**YOUR GOAL:**
Please restate the data that follows, leaving every word in place.

::: AVAILABLE RECORDS

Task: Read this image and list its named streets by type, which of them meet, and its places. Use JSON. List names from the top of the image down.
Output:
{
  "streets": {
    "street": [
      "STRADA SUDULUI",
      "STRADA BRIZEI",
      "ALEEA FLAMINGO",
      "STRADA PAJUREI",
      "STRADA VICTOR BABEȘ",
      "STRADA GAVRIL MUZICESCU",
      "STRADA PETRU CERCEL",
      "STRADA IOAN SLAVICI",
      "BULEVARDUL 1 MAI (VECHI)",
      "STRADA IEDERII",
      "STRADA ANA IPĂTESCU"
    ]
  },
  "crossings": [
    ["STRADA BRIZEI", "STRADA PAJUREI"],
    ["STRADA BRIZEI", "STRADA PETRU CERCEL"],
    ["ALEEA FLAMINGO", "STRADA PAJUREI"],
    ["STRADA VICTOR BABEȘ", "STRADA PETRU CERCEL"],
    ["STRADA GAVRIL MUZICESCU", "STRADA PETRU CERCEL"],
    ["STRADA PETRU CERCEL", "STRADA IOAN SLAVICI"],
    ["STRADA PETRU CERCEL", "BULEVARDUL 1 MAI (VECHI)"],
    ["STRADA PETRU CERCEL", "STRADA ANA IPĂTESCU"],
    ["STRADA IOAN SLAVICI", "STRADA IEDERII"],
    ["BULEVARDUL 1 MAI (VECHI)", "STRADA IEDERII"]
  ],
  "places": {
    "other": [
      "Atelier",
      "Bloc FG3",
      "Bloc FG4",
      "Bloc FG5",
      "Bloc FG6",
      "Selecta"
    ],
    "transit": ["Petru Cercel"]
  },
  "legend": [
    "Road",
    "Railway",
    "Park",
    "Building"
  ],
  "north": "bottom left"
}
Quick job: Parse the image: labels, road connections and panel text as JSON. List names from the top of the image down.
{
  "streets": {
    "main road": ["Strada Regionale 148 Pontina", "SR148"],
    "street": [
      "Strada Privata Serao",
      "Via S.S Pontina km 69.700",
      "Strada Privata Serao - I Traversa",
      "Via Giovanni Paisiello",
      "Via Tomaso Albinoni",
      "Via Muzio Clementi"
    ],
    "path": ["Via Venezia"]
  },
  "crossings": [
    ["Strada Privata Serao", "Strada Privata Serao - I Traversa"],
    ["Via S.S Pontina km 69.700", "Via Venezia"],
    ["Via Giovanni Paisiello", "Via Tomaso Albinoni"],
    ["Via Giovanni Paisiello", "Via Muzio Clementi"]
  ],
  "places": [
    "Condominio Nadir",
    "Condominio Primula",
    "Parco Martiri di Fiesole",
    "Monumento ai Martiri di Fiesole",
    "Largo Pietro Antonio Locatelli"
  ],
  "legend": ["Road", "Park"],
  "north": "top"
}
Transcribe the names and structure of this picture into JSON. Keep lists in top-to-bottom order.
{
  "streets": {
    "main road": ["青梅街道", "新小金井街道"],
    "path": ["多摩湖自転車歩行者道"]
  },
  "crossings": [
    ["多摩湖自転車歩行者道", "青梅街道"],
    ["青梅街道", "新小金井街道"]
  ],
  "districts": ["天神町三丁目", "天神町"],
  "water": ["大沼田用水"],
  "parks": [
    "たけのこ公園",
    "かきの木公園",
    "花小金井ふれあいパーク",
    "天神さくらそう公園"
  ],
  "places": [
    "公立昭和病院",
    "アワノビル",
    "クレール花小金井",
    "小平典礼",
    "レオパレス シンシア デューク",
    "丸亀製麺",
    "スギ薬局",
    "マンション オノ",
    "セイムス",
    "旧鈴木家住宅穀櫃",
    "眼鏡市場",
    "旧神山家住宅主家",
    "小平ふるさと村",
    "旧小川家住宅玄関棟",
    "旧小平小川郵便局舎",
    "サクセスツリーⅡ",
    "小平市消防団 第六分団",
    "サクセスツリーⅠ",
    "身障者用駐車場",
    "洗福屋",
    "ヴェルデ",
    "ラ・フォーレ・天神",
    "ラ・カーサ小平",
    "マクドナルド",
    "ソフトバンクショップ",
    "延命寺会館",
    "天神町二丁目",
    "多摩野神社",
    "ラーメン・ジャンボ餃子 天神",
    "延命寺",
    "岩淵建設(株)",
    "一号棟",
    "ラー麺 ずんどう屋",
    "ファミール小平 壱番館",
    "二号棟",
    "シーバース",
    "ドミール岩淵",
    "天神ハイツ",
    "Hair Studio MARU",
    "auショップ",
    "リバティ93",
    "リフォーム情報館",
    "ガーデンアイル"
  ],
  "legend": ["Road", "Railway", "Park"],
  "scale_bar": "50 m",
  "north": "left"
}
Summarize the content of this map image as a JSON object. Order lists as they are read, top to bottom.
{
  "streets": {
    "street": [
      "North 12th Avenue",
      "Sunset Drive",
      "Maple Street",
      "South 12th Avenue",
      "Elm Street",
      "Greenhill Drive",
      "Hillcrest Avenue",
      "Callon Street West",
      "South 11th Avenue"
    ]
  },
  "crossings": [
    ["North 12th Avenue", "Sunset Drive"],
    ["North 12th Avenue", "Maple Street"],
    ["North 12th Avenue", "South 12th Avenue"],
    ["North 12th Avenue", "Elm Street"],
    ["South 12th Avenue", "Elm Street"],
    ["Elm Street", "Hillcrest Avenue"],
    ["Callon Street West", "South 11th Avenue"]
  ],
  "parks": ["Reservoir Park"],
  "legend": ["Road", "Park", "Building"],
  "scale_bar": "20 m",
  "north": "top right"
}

::::::

**ANSWER BOX:**
Task: Read this image and list its named streets by type, which of them meet, and its places. Use JSON. List names from the top of the image down.
Output:
{
  "streets": {
    "street": [
      "STRADA SUDULUI",
      "STRADA BRIZEI",
      "ALEEA FLAMINGO",
      "STRADA PAJUREI",
      "STRADA VICTOR BABEȘ",
      "STRADA GAVRIL MUZICESCU",
      "STRADA PETRU CERCEL",
      "STRADA IOAN SLAVICI",
      "BULEVARDUL 1 MAI (VECHI)",
      "STRADA IEDERII",
      "STRADA ANA IPĂTESCU"
    ]
  },
  "crossings": [
    ["STRADA BRIZEI", "STRADA PAJUREI"],
    ["STRADA BRIZEI", "STRADA PETRU CERCEL"],
    ["ALEEA FLAMINGO", "STRADA PAJUREI"],
    ["STRADA VICTOR BABEȘ", "STRADA PETRU CERCEL"],
    ["STRADA GAVRIL MUZICESCU", "STRADA PETRU CERCEL"],
    ["STRADA PETRU CERCEL", "STRADA IOAN SLAVICI"],
    ["STRADA PETRU CERCEL", "BULEVARDUL 1 MAI (VECHI)"],
    ["STRADA PETRU CERCEL", "STRADA ANA IPĂTESCU"],
    ["STRADA IOAN SLAVICI", "STRADA IEDERII"],
    ["BULEVARDUL 1 MAI (VECHI)", "STRADA IEDERII"]
  ],
  "places": {
    "other": [
      "Atelier",
      "Bloc FG3",
      "Bloc FG4",
      "Bloc FG5",
      "Bloc FG6",
      "Selecta"
    ],
    "transit": ["Petru Cercel"]
  },
  "legend": [
    "Road",
    "Railway",
    "Park",
    "Building"
  ],
  "north": "bottom left"
}
Quick job: Parse the image: labels, road connections and panel text as JSON. List names from the top of the image down.
{
  "streets": {
    "main road": ["Strada Regionale 148 Pontina", "SR148"],
    "street": [
      "Strada Privata Serao",
      "Via S.S Pontina km 69.700",
      "Strada Privata Serao - I Traversa",
      "Via Giovanni Paisiello",
      "Via Tomaso Albinoni",
      "Via Muzio Clementi"
    ],
    "path": ["Via Venezia"]
  },
  "crossings": [
    ["Strada Privata Serao", "Strada Privata Serao - I Traversa"],
    ["Via S.S Pontina km 69.700", "Via Venezia"],
    ["Via Giovanni Paisiello", "Via Tomaso Albinoni"],
    ["Via Giovanni Paisiello", "Via Muzio Clementi"]
  ],
  "places": [
    "Condominio Nadir",
    "Condominio Primula",
    "Parco Martiri di Fiesole",
    "Monumento ai Martiri di Fiesole",
    "Largo Pietro Antonio Locatelli"
  ],
  "legend": ["Road", "Park"],
  "north": "top"
}
Transcribe the names and structure of this picture into JSON. Keep lists in top-to-bottom order.
{
  "streets": {
    "main road": ["青梅街道", "新小金井街道"],
    "path": ["多摩湖自転車歩行者道"]
  },
  "crossings": [
    ["多摩湖自転車歩行者道", "青梅街道"],
    ["青梅街道", "新小金井街道"]
  ],
  "districts": ["天神町三丁目", "天神町"],
  "water": ["大沼田用水"],
  "parks": [
    "たけのこ公園",
    "かきの木公園",
    "花小金井ふれあいパーク",
    "天神さくらそう公園"
  ],
  "places": [
    "公立昭和病院",
    "アワノビル",
    "クレール花小金井",
    "小平典礼",
    "レオパレス シンシア デューク",
    "丸亀製麺",
    "スギ薬局",
    "マンション オノ",
    "セイムス",
    "旧鈴木家住宅穀櫃",
    "眼鏡市場",
    "旧神山家住宅主家",
    "小平ふるさと村",
    "旧小川家住宅玄関棟",
    "旧小平小川郵便局舎",
    "サクセスツリーⅡ",
    "小平市消防団 第六分団",
    "サクセスツリーⅠ",
    "身障者用駐車場",
    "洗福屋",
    "ヴェルデ",
    "ラ・フォーレ・天神",
    "ラ・カーサ小平",
    "マクドナルド",
    "ソフトバンクショップ",
    "延命寺会館",
    "天神町二丁目",
    "多摩野神社",
    "ラーメン・ジャンボ餃子 天神",
    "延命寺",
    "岩淵建設(株)",
    "一号棟",
    "ラー麺 ずんどう屋",
    "ファミール小平 壱番館",
    "二号棟",
    "シーバース",
    "ドミール岩淵",
    "天神ハイツ",
    "Hair Studio MARU",
    "auショップ",
    "リバティ93",
    "リフォーム情報館",
    "ガーデンアイル"
  ],
  "legend": ["Road", "Railway", "Park"],
  "scale_bar": "50 m",
  "north": "left"
}
Summarize the content of this map image as a JSON object. Order lists as they are read, top to bottom.
{
  "streets": {
    "street": [
      "North 12th Avenue",
      "Sunset Drive",
      "Maple Street",
      "South 12th Avenue",
      "Elm Street",
      "Greenhill Drive",
      "Hillcrest Avenue",
      "Callon Street West",
      "South 11th Avenue"
    ]
  },
  "crossings": [
    ["North 12th Avenue", "Sunset Drive"],
    ["North 12th Avenue", "Maple Street"],
    ["North 12th Avenue", "South 12th Avenue"],
    ["North 12th Avenue", "Elm Street"],
    ["South 12th Avenue", "Elm Street"],
    ["Elm Street", "Hillcrest Avenue"],
    ["Callon Street West", "South 11th Avenue"]
  ],
  "parks": ["Reservoir Park"],
  "legend": ["Road", "Park", "Building"],
  "scale_bar": "20 m",
  "north": "top right"
}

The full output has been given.